Он пожал ее холодную ладонь.

– Тогда в путь, – сказала она.

– Согласен. Но все же давай перекусим сначала. – Он улыбнулся. – А потом, когда приедем, ты поможешь мне избавиться от угнанной машины, что стоит у меня во дворе.

– С этим я разберусь, – ответила она. – Я не забыла о ней.

Когда Кокрен и Пламтри вернулись в кабинку, Тутмос даже не поднял глаз от своей сковородки. Официантка как раз принимала заказы на еду, и Кокрен, не раздумывая, заказал карпа в вине, а Пламтри, вновь хмуро изучив меню, сердито ткнула пальцем в фаршированные мидии.

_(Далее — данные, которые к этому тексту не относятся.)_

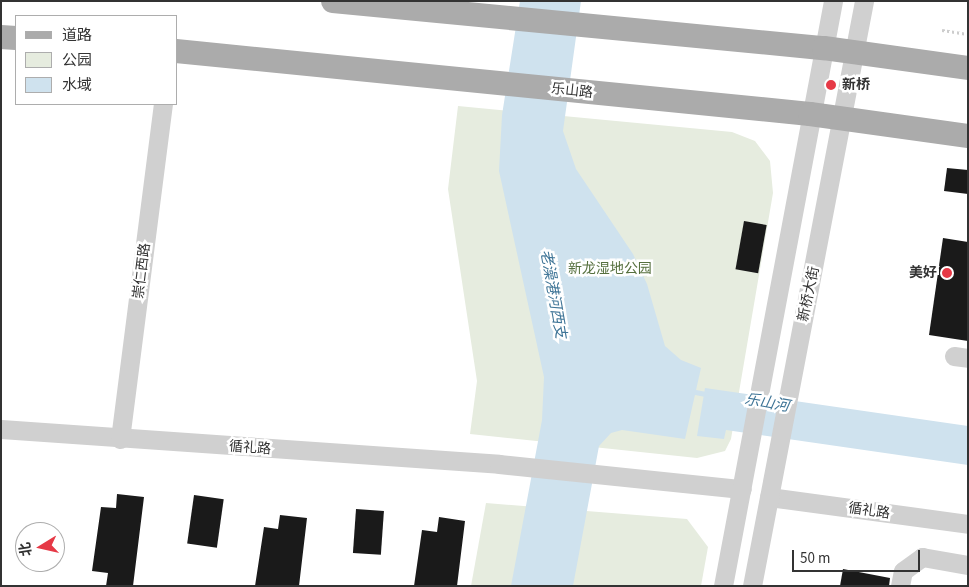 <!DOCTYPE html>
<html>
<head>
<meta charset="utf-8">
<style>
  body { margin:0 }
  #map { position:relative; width:969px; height:587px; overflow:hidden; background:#fff; font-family:"Source Sans 3","Noto Sans SC",sans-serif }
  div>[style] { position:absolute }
  .green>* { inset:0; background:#e6ecdf }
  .water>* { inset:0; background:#cfe2ee }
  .stream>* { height:5px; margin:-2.5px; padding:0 2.5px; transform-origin:2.5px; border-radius:2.5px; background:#cfe2ee }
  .building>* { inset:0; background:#1a1a1a; transform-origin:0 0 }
  .path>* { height:3px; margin-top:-1.5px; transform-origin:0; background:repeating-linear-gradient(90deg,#cdcdcd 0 2.5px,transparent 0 5px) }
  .minor>* { height:19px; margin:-9.5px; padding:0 9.5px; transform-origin:9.5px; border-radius:9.5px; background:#d0d0d0 }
  .major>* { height:24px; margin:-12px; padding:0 12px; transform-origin:12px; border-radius:12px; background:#ababab }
  .dots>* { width:14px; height:14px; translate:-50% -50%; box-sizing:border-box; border:2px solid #fff; border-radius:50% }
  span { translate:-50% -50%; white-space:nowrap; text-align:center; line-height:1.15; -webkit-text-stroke:5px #fff; paint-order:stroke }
  .poi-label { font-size:14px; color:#333; font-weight:700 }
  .left { translate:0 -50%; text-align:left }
  .right { translate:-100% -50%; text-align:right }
  .street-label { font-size:14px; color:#333 }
  .park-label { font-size:14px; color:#56703f }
  .water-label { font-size:15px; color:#3f7597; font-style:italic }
  .frame { position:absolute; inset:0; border:2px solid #333; pointer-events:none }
  .legend { position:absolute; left:15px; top:15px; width:162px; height:90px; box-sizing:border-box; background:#fff; border:1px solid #adadad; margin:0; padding:6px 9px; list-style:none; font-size:15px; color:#333 }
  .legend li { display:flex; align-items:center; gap:10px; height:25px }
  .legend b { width:25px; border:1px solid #adadad }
  .north { position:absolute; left:15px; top:522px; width:50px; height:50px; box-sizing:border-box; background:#fff; border:1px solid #adadad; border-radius:50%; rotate:261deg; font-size:14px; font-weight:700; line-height:20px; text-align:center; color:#333 }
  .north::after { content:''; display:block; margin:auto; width:18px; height:22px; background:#e63946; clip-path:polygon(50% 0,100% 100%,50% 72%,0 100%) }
  .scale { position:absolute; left:792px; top:550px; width:128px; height:22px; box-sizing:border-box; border:2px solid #333; border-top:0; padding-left:6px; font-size:15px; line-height:18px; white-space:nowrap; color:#333; -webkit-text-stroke:4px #fff; paint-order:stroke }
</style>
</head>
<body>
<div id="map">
  <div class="green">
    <div style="clip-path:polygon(458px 106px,732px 132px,755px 141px,770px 161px,773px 193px,731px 439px,725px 451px,697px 458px,470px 434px,477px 381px,448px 189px)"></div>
    <div style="clip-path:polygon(486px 503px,687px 519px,708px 547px,701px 586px,471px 586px)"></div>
  </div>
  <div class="water">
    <div style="clip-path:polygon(520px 1px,581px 1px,563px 131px,576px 169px,633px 254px,647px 284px,665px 346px,681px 360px,701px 368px,685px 439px,622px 430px,611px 433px,599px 446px,573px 586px,511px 586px,542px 420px,544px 377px,499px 171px,502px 115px)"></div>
    <div style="clip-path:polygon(705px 388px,968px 426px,968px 465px,726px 430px,724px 439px,697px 436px)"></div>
  </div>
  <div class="stream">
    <div style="left:690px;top:391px;width:21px;rotate:11deg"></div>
  </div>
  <div class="building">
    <div style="clip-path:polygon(947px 168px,968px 170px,968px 194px,944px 191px)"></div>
    <div style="left:744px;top:221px;width:23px;height:49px;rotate:10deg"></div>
    <div style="clip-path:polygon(943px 238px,968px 242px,968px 341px,929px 335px)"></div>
    <div style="clip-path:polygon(117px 494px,144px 497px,133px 586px,106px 586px,108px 573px,92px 571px,101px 507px,116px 508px)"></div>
    <div style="left:194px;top:495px;width:30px;height:49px;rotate:8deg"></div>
    <div style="left:356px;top:509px;width:28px;height:44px;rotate:4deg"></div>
    <div style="clip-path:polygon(280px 515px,307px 518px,299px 586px,255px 586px,264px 527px,278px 529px)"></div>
    <div style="clip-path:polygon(439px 517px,465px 521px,457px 586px,414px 586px,422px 530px,437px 532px)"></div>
    <div style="clip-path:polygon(843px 569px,890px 578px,889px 586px,840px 586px)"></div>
  </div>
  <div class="path">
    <div style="left:942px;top:30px;width:26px;rotate:9deg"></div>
  </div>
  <div class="minor">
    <div style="left:954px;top:356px;width:14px;rotate:8deg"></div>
    <div style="left:1px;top:429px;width:499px;rotate:4deg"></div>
    <div style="left:499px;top:464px;width:244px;rotate:5.9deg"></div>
    <div style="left:120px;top:439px;width:338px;rotate:-82.7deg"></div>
    <div style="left:769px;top:497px;width:201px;rotate:7.7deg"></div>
    <div style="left:723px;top:586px;width:595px;rotate:-79.35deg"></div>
    <div style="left:752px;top:586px;width:596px;rotate:-79.16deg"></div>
    <div style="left:900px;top:586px;width:15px;rotate:-79deg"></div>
    <div style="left:903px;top:571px;width:24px;rotate:-36deg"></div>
    <div style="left:922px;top:557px;width:47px;rotate:9.9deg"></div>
  </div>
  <div class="major">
    <div style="left:333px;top:1px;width:493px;rotate:5.5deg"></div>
    <div style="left:824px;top:48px;width:145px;rotate:7.9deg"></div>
    <div style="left:1px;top:37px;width:15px;rotate:4deg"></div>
    <div style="left:176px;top:51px;width:637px;rotate:5.67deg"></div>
    <div style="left:810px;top:114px;width:160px;rotate:7.9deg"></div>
  </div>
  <div class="dots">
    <div style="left:831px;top:85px;background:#e63946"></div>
    <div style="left:947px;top:273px;background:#e63946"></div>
  </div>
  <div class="poi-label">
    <span class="left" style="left:842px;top:85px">新桥</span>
    <span class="right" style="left:937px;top:273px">美好</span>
  </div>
  <div class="street-label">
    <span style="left:572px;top:91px;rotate:6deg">乐山路</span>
    <span style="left:142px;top:271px;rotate:-83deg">崇仁西路</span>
    <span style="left:809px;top:294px;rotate:-78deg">新桥大街</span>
    <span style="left:250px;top:448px;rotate:4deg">循礼路</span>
    <span style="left:869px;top:511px;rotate:8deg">循礼路</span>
  </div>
  <div class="park-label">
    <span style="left:610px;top:269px">新龙湿地公园</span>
  </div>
  <div class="water-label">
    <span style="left:553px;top:294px;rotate:80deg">老澡港河西支</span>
    <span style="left:767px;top:403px;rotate:10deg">乐山河</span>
  </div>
  <div class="frame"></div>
  <ul class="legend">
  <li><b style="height:6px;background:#ababab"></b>道路</li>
  <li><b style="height:14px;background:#e6ecdf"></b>公园</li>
  <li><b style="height:14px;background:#cfe2ee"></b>水域</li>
  </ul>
  <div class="north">北</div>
  <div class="scale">50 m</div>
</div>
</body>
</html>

К тому времени, когда подали еду, Кокрен прикончил оба своих пива и заказал еще два. Рыба по вкусу напоминала, пожалуй, сваи от старого причала, винный соус оказался безвкусно кислым, и к тому же Кокрен никак не ожидал, что в этом блюде может оказаться изюм.

Присутствующие в баре все так же разговаривали шепотом, и после четвертого стакана пива Кокрен заметил, что шепот являл собой контрапунктный унисон – быстрый дрожащий распев, в котором акцентами звучали стук и тарахтение костей по стойке. Измученные на вид люди обоего пола дергано прохаживались взад-вперед и между соседями, и, несколько мгновений разглядывая их в растерянном недоумении, Кокрен сообразил, что их спастическое шевеление представляло собой танец. Танцорам, похоже, он не доставлял никакого удовольствия (возможно, они плясали против воли). Фон для быстрого дрожащего шепота и клацанья костей составлял глубокий, медленный рокот, похожий на звук мельничного колеса.